* **ABOUT THIS TASK**: Looking at each line of the data below, tally those that contain the word "shadow" and give only the total.

* **PROVIDED MATERIAL**:
○ ○ ○ ○

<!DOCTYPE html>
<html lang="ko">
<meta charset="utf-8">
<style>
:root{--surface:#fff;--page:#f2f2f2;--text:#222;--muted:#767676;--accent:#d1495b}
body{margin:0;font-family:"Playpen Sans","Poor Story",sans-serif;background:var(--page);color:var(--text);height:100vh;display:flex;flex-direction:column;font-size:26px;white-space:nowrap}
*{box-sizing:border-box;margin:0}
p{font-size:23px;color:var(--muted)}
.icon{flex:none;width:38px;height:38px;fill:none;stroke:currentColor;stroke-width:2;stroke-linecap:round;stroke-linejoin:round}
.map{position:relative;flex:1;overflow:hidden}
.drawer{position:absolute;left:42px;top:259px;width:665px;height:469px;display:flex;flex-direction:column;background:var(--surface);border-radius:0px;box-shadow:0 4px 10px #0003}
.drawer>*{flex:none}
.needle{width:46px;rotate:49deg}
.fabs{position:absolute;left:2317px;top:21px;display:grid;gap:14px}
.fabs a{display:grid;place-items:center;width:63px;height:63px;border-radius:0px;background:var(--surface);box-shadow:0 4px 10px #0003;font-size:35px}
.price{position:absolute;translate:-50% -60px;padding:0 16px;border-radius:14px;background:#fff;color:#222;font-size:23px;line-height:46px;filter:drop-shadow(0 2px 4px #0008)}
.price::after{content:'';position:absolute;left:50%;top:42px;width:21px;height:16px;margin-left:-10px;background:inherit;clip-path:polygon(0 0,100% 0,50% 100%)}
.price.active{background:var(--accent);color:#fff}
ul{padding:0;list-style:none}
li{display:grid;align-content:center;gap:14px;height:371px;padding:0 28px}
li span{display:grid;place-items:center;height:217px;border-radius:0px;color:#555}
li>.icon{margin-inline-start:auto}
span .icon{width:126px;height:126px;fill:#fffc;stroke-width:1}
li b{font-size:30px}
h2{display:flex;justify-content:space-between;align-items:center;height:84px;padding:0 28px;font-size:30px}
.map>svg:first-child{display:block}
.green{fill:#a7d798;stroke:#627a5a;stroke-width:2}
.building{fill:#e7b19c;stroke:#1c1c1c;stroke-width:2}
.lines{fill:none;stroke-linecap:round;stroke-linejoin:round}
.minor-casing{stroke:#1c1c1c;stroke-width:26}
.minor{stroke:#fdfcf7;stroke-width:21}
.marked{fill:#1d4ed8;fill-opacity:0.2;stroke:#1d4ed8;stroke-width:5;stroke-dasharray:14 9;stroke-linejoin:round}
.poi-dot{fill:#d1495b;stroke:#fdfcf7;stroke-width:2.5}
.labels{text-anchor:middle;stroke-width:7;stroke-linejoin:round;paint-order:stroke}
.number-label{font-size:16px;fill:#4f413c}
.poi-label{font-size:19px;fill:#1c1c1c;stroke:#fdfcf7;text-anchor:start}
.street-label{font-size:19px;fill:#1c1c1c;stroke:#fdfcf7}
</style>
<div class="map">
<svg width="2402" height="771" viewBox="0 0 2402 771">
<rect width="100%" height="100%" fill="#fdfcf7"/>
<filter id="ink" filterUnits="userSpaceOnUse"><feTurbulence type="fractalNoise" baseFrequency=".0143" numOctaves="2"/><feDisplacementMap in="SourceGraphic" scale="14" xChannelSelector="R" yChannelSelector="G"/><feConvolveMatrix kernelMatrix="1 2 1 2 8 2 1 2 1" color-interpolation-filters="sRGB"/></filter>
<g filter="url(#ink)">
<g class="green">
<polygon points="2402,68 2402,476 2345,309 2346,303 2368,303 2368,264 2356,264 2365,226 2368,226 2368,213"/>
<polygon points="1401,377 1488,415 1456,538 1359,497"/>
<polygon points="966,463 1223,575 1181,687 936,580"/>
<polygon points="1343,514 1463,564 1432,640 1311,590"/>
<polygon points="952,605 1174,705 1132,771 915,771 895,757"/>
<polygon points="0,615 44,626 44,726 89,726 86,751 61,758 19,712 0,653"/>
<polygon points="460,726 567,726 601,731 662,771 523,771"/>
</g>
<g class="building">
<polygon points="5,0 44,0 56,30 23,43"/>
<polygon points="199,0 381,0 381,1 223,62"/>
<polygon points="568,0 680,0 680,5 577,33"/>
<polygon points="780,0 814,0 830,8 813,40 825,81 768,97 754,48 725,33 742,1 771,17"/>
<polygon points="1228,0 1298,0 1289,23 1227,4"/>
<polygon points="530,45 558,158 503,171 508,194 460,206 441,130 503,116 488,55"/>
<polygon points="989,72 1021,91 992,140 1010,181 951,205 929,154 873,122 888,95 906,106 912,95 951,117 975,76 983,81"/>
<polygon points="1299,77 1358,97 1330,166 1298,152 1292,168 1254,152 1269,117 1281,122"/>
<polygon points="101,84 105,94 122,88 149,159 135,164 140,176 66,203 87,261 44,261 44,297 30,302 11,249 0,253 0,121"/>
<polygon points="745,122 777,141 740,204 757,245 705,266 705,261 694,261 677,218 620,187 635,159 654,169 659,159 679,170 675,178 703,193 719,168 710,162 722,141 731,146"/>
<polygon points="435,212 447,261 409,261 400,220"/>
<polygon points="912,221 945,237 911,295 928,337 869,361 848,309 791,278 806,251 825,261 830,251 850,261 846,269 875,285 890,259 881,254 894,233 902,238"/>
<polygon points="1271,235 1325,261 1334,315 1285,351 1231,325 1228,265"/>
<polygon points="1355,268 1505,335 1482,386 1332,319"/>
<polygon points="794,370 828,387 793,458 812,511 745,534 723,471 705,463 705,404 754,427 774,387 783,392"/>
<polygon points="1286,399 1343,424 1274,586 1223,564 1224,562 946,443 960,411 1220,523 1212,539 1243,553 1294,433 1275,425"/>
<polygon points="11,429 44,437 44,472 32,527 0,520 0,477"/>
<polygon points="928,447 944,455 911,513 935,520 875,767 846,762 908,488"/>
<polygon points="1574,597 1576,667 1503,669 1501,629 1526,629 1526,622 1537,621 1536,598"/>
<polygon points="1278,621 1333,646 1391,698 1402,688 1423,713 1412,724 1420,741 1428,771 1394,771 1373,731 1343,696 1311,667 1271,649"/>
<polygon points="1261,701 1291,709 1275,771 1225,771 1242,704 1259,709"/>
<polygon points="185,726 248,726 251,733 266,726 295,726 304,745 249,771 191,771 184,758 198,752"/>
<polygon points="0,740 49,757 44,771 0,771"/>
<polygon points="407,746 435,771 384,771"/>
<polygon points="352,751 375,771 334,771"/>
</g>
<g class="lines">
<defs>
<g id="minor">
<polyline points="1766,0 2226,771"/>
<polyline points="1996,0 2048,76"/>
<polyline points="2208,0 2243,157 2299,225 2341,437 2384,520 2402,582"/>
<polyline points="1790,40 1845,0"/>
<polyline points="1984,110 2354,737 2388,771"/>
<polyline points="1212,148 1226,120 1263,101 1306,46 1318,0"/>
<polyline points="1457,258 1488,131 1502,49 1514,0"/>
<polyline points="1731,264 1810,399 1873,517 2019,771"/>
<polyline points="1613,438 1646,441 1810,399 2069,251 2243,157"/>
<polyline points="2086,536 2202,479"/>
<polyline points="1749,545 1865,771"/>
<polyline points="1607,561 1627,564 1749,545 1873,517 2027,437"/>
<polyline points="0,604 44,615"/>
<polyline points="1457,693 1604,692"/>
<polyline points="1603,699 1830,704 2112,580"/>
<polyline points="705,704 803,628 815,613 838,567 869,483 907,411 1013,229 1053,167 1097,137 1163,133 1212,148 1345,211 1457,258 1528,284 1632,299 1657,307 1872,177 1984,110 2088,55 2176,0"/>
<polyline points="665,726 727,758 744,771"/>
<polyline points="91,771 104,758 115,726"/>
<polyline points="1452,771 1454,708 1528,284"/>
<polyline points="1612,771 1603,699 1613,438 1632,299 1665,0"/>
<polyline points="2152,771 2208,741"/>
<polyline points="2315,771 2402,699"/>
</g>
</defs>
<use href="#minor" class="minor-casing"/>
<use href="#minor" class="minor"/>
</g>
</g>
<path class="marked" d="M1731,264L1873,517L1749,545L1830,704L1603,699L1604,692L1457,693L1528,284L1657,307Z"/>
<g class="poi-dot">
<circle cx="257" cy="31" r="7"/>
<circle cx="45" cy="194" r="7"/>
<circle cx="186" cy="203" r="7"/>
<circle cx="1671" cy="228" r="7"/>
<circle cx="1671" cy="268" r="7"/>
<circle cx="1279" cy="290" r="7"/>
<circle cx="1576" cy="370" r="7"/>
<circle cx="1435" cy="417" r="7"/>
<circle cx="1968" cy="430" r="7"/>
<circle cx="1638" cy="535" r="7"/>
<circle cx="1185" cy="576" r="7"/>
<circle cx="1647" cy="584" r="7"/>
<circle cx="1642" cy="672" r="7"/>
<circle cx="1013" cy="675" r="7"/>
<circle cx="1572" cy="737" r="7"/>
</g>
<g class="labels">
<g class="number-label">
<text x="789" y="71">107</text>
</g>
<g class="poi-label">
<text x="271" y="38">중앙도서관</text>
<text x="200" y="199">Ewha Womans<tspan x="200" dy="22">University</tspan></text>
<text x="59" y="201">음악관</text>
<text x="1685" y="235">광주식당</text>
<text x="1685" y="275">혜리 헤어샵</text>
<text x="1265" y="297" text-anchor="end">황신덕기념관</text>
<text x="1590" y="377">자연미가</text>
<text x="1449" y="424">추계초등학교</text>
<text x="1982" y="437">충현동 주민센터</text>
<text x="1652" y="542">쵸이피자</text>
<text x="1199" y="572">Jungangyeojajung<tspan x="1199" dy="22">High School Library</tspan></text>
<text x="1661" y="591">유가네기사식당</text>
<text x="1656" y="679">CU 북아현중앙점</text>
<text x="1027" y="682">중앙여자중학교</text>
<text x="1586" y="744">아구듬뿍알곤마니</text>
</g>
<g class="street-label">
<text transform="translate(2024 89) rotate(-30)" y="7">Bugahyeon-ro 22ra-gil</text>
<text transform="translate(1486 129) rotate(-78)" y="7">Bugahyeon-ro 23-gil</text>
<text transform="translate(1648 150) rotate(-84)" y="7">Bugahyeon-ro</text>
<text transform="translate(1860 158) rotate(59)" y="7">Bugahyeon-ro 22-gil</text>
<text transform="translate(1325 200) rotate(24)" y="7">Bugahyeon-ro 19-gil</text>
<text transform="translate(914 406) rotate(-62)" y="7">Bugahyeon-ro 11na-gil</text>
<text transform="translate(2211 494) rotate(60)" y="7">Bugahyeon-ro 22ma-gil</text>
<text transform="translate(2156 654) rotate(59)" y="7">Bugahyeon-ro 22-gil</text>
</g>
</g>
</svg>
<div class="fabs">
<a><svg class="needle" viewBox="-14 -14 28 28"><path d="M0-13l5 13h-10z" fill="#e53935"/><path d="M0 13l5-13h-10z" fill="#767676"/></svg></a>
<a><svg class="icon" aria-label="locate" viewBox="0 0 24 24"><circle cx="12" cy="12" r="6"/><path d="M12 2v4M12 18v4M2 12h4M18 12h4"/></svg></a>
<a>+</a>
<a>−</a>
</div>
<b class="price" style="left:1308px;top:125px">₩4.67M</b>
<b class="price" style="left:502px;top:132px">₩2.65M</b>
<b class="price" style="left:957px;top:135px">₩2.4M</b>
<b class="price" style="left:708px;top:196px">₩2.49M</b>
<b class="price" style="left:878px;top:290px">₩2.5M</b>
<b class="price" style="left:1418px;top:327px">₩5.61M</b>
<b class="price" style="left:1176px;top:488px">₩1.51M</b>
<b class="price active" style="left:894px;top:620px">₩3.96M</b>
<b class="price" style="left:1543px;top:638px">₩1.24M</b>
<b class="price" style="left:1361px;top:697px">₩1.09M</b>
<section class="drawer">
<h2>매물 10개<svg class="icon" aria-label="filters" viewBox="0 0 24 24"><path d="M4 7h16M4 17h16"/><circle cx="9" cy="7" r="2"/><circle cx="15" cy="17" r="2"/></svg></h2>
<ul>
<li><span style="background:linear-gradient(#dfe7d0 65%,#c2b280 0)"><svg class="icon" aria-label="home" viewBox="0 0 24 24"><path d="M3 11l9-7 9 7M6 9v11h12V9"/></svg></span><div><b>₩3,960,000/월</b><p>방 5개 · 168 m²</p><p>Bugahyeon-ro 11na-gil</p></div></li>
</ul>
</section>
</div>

○ ○ ○ ○

* **TASK RESULT**: 3